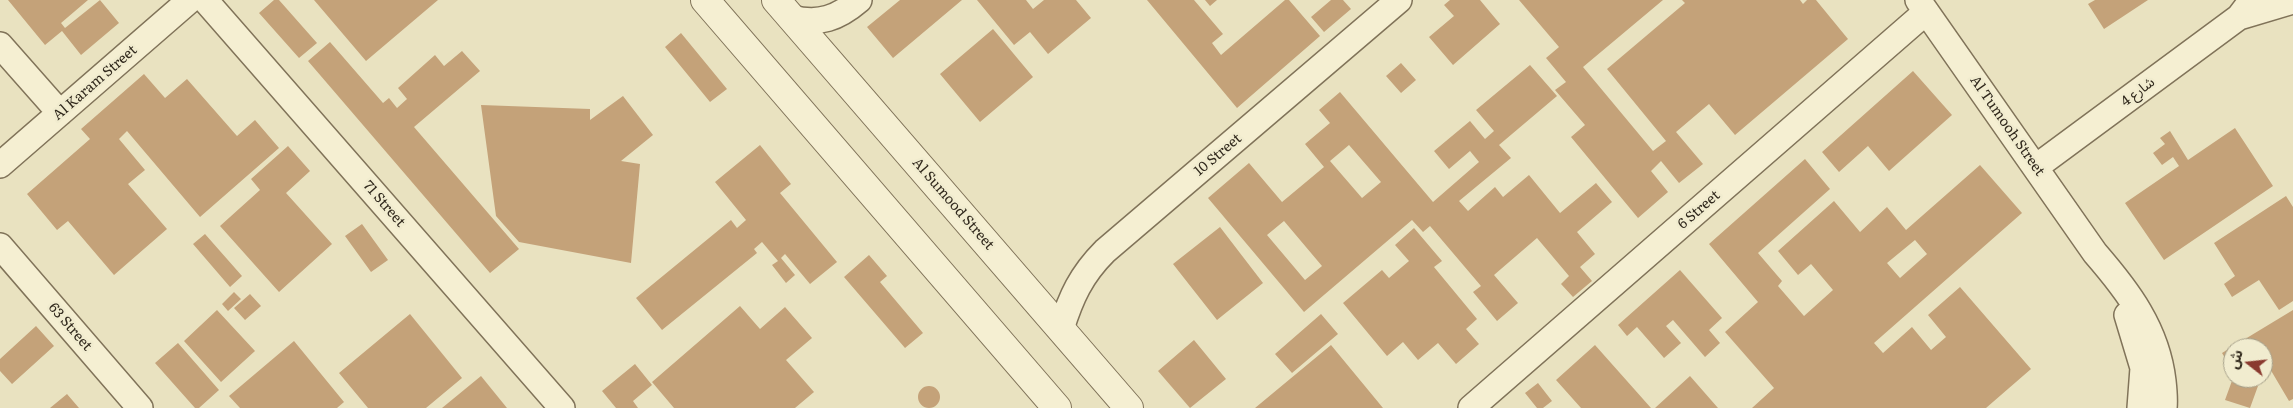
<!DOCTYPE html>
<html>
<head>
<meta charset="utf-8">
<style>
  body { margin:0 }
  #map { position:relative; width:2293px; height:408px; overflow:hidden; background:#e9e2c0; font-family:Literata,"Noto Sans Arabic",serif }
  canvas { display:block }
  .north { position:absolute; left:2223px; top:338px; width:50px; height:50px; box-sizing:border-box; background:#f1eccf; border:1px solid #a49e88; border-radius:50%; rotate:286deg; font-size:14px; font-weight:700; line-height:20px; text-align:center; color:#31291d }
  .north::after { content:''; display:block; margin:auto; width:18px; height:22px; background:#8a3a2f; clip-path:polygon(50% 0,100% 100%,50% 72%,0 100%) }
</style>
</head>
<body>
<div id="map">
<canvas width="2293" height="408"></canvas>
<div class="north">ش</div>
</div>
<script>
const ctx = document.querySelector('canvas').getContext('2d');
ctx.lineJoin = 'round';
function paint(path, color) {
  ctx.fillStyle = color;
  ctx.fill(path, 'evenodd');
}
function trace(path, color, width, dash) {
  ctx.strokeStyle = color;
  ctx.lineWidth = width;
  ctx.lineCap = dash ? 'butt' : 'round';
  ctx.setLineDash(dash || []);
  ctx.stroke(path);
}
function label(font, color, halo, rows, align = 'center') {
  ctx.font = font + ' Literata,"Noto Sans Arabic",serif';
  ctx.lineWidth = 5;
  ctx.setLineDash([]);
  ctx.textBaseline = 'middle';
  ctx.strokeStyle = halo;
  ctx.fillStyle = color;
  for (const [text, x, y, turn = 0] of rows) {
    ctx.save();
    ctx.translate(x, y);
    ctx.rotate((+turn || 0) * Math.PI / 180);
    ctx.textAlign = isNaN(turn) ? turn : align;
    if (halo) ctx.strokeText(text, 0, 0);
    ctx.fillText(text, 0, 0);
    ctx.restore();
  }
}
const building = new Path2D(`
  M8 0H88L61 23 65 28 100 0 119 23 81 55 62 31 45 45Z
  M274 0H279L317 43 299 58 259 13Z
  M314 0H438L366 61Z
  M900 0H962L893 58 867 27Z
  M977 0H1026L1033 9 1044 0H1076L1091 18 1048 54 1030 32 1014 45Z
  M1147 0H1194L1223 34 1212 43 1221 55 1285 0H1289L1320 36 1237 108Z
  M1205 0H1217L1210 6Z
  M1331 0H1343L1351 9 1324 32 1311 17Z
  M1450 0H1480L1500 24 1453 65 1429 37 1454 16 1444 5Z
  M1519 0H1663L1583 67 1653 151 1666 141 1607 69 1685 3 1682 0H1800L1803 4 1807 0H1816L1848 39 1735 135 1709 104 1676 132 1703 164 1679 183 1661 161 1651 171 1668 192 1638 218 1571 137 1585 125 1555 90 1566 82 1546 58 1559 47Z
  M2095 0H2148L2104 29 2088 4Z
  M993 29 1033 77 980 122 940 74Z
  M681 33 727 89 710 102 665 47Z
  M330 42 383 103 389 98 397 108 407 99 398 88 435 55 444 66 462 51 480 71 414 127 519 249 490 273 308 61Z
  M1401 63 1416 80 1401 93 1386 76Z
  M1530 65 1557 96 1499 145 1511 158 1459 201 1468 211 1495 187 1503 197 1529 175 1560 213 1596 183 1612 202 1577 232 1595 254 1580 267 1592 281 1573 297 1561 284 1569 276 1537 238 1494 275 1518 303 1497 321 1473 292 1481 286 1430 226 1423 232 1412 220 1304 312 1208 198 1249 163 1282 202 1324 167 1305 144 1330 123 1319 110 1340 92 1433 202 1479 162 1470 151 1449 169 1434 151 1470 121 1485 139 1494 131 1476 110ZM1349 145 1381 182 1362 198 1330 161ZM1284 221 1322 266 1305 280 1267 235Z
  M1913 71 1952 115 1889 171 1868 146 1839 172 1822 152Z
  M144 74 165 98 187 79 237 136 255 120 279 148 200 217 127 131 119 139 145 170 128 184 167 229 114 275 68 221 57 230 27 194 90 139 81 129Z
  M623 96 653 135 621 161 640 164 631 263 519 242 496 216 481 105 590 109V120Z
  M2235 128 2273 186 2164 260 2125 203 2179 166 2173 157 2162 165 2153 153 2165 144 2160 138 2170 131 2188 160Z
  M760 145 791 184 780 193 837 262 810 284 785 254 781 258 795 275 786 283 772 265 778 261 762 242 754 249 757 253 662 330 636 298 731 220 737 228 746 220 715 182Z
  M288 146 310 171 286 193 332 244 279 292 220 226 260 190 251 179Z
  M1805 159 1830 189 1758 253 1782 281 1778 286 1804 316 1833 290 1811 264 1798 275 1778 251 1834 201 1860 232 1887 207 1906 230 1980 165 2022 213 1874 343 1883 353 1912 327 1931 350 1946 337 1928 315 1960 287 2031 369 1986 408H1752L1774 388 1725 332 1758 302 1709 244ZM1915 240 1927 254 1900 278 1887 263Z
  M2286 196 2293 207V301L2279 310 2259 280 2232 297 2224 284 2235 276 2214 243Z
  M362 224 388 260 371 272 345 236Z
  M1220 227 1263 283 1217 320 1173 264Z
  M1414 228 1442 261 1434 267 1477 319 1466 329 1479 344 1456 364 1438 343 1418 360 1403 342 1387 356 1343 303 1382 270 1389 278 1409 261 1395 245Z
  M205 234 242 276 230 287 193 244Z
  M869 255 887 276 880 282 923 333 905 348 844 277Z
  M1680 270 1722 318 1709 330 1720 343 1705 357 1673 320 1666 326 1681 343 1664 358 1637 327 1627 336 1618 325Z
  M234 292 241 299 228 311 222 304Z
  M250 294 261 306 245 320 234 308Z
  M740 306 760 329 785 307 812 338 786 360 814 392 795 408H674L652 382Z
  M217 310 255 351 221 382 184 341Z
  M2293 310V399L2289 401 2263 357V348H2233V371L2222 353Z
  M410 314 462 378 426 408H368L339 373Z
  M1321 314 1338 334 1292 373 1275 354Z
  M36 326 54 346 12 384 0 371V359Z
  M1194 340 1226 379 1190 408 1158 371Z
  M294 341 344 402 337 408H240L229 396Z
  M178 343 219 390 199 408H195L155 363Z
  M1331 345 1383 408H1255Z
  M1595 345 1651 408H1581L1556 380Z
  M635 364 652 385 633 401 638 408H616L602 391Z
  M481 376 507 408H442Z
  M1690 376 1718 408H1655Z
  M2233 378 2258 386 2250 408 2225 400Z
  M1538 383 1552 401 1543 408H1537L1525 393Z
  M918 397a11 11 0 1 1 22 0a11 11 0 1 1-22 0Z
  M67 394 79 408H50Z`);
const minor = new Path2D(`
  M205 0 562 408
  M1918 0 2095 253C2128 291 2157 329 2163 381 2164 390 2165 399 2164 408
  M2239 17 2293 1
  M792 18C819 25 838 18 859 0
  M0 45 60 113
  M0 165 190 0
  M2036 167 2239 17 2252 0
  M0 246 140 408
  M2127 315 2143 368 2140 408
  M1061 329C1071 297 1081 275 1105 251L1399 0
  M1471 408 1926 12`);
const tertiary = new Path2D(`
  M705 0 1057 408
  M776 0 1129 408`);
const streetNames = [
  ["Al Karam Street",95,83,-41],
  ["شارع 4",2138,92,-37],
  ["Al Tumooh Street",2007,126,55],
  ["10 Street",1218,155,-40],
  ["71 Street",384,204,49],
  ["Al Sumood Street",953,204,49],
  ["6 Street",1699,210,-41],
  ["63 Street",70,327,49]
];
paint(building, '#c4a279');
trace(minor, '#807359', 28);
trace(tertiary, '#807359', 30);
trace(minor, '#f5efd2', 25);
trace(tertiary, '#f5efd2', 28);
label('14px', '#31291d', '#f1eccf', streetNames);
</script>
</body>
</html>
—————
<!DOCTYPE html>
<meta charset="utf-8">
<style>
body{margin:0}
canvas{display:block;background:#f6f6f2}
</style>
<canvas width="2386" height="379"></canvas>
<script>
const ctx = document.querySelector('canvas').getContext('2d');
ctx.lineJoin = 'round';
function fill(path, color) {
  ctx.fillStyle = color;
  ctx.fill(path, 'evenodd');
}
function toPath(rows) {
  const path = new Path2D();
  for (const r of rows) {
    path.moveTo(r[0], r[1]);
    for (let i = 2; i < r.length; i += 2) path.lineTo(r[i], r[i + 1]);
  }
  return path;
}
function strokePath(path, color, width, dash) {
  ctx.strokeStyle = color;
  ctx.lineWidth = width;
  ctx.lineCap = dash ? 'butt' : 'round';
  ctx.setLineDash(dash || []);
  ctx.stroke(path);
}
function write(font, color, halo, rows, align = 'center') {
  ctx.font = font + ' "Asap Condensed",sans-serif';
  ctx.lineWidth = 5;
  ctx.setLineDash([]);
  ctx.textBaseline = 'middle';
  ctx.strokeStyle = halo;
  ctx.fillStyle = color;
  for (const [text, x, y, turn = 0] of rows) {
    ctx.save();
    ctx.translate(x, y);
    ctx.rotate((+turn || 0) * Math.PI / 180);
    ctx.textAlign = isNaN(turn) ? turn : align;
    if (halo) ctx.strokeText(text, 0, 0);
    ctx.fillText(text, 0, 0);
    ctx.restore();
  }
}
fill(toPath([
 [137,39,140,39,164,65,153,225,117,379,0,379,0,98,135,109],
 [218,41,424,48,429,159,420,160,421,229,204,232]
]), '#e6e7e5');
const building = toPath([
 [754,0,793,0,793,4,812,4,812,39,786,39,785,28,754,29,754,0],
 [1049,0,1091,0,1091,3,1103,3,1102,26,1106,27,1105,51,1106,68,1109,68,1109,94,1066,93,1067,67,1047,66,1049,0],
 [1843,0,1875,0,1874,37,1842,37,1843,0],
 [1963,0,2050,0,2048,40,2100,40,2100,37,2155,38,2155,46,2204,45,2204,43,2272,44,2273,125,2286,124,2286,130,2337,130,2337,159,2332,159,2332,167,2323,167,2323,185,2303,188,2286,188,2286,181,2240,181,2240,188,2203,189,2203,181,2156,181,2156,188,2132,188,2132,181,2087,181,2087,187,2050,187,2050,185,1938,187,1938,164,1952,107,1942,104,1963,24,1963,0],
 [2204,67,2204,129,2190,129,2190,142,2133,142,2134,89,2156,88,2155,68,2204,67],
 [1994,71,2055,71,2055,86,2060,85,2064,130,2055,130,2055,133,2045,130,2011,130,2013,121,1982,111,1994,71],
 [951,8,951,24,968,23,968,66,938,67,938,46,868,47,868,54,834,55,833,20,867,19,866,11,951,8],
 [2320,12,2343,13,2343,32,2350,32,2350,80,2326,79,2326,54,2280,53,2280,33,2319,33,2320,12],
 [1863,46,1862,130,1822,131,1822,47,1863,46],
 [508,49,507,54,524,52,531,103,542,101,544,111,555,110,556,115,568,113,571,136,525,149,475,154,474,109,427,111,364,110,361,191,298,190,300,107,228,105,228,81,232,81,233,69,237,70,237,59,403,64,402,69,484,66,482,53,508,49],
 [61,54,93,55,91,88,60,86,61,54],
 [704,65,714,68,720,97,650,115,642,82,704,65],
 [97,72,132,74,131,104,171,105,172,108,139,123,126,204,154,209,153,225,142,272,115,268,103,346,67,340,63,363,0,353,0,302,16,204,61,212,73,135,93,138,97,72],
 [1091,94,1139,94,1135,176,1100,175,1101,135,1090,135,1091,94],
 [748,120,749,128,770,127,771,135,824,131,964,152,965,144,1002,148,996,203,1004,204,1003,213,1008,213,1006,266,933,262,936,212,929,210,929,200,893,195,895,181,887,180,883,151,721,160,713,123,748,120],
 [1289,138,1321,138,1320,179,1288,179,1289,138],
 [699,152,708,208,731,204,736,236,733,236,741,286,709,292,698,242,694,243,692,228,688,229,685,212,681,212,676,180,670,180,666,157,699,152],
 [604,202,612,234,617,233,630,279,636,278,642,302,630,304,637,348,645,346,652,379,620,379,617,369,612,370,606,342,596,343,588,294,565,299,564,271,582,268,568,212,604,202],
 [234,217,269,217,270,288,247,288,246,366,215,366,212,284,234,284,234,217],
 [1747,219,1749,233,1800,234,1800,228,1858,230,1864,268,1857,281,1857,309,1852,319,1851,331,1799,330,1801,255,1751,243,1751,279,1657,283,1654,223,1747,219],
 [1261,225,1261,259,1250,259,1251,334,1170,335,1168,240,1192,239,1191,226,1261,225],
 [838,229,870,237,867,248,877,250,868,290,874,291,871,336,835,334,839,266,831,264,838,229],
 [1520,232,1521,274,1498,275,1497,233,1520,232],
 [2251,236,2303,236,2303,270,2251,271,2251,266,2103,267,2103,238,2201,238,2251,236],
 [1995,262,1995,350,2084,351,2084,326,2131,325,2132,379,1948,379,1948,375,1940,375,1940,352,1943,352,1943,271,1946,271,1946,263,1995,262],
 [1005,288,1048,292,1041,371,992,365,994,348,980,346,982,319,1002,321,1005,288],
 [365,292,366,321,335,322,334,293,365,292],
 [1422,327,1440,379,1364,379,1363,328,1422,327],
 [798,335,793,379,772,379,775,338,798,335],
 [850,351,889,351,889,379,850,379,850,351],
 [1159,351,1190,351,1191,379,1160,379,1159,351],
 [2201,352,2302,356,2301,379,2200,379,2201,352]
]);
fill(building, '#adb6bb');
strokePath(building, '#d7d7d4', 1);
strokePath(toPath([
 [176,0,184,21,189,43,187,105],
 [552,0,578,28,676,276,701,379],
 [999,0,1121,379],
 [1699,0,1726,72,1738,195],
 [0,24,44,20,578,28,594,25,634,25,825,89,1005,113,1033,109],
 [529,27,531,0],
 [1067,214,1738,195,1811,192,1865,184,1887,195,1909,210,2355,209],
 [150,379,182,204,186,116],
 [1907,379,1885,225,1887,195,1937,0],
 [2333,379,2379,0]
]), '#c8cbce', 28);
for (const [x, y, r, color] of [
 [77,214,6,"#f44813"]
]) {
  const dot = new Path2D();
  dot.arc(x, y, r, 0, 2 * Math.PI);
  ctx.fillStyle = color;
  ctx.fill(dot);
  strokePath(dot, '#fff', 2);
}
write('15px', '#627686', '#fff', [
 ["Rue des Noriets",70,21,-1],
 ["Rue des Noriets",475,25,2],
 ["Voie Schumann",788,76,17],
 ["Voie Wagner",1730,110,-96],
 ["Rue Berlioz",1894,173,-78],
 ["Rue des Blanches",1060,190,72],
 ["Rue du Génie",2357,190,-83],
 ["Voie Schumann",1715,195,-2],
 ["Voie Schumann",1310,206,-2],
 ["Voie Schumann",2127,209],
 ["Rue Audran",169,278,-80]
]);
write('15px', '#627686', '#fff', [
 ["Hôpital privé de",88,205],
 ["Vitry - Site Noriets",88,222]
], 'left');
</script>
—————
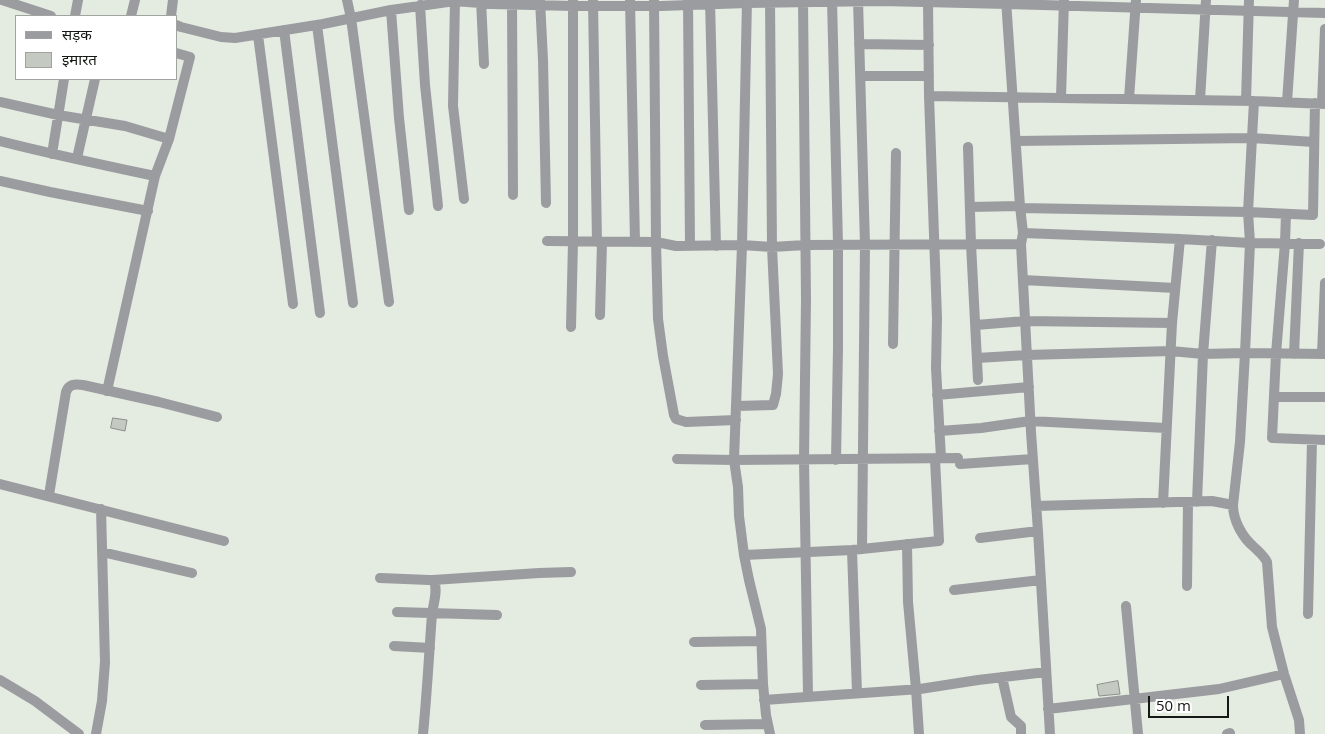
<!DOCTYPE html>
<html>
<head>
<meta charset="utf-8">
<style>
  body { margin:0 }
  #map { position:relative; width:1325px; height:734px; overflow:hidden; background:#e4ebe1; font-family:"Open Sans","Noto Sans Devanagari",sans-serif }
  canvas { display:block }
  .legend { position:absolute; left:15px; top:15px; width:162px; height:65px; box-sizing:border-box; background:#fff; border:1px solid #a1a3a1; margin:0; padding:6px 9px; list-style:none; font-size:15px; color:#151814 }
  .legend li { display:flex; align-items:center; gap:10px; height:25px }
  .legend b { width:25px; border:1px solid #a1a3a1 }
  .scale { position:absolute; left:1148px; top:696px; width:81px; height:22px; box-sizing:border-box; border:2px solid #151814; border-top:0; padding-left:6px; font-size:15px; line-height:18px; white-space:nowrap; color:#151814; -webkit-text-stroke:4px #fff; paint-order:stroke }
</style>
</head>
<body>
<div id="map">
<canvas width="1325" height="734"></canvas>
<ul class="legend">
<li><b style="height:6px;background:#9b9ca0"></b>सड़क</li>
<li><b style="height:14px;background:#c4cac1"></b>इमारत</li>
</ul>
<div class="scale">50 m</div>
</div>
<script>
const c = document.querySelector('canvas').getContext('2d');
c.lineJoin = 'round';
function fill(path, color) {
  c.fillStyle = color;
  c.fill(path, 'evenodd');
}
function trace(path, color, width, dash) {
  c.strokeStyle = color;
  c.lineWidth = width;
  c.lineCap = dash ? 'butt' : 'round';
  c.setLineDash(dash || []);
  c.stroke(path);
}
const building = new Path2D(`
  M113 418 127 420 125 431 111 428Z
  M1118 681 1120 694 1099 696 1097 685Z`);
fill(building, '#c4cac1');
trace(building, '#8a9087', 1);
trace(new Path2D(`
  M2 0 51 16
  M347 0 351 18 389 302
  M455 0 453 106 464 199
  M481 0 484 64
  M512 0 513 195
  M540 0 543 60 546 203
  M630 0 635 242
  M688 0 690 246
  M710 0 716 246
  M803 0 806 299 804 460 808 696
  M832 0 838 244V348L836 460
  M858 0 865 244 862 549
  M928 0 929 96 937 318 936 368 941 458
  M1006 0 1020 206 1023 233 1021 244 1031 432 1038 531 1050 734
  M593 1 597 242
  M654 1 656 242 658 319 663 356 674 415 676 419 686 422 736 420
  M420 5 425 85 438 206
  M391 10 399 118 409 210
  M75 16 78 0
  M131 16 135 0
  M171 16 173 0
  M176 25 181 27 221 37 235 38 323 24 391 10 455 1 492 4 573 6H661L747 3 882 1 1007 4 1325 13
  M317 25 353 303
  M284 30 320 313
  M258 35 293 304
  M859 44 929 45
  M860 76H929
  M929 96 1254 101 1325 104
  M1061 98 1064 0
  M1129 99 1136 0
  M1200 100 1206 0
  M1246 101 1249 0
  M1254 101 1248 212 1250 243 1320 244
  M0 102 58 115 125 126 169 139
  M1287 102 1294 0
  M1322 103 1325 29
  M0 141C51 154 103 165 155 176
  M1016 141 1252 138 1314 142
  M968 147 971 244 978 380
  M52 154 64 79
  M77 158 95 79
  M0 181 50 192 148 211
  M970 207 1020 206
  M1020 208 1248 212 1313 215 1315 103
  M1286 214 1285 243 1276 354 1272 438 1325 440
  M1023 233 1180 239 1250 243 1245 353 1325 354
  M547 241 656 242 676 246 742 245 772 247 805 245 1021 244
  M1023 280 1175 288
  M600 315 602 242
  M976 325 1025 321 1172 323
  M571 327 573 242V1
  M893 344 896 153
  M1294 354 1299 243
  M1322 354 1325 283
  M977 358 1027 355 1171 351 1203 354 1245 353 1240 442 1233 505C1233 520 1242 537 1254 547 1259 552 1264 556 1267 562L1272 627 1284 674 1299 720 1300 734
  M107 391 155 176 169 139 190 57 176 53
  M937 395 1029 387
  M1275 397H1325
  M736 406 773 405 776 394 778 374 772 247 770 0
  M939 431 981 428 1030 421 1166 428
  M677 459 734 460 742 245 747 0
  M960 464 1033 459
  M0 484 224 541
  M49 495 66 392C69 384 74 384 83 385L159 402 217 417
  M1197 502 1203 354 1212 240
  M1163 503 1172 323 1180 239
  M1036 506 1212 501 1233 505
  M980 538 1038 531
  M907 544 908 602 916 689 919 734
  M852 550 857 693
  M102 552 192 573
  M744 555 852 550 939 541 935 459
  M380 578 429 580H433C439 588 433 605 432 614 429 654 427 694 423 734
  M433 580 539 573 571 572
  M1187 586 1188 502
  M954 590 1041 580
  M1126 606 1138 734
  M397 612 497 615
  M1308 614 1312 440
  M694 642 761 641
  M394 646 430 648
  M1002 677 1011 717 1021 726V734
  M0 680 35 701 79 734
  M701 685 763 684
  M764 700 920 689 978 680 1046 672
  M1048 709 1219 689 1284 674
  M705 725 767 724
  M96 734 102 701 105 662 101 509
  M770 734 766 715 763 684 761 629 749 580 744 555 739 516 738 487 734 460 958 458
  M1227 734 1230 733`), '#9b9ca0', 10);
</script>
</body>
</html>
—————
YOUR TASK: Write out exactly the lines that fall from the line with "M1016 141 1252 138 1314 142" to the line with "M394 646 430 648" in the records above, keeping both ends.

SOLUTION:
  M1016 141 1252 138 1314 142
  M968 147 971 244 978 380
  M52 154 64 79
  M77 158 95 79
  M0 181 50 192 148 211
  M970 207 1020 206
  M1020 208 1248 212 1313 215 1315 103
  M1286 214 1285 243 1276 354 1272 438 1325 440
  M1023 233 1180 239 1250 243 1245 353 1325 354
  M547 241 656 242 676 246 742 245 772 247 805 245 1021 244
  M1023 280 1175 288
  M600 315 602 242
  M976 325 1025 321 1172 323
  M571 327 573 242V1
  M893 344 896 153
  M1294 354 1299 243
  M1322 354 1325 283
  M977 358 1027 355 1171 351 1203 354 1245 353 1240 442 1233 505C1233 520 1242 537 1254 547 1259 552 1264 556 1267 562L1272 627 1284 674 1299 720 1300 734
  M107 391 155 176 169 139 190 57 176 53
  M937 395 1029 387
  M1275 397H1325
  M736 406 773 405 776 394 778 374 772 247 770 0
  M939 431 981 428 1030 421 1166 428
  M677 459 734 460 742 245 747 0
  M960 464 1033 459
  M0 484 224 541
  M49 495 66 392C69 384 74 384 83 385L159 402 217 417
  M1197 502 1203 354 1212 240
  M1163 503 1172 323 1180 239
  M1036 506 1212 501 1233 505
  M980 538 1038 531
  M907 544 908 602 916 689 919 734
  M852 550 857 693
  M102 552 192 573
  M744 555 852 550 939 541 935 459
  M380 578 429 580H433C439 588 433 605 432 614 429 654 427 694 423 734
  M433 580 539 573 571 572
  M1187 586 1188 502
  M954 590 1041 580
  M1126 606 1138 734
  M397 612 497 615
  M1308 614 1312 440
  M694 642 761 641
  M394 646 430 648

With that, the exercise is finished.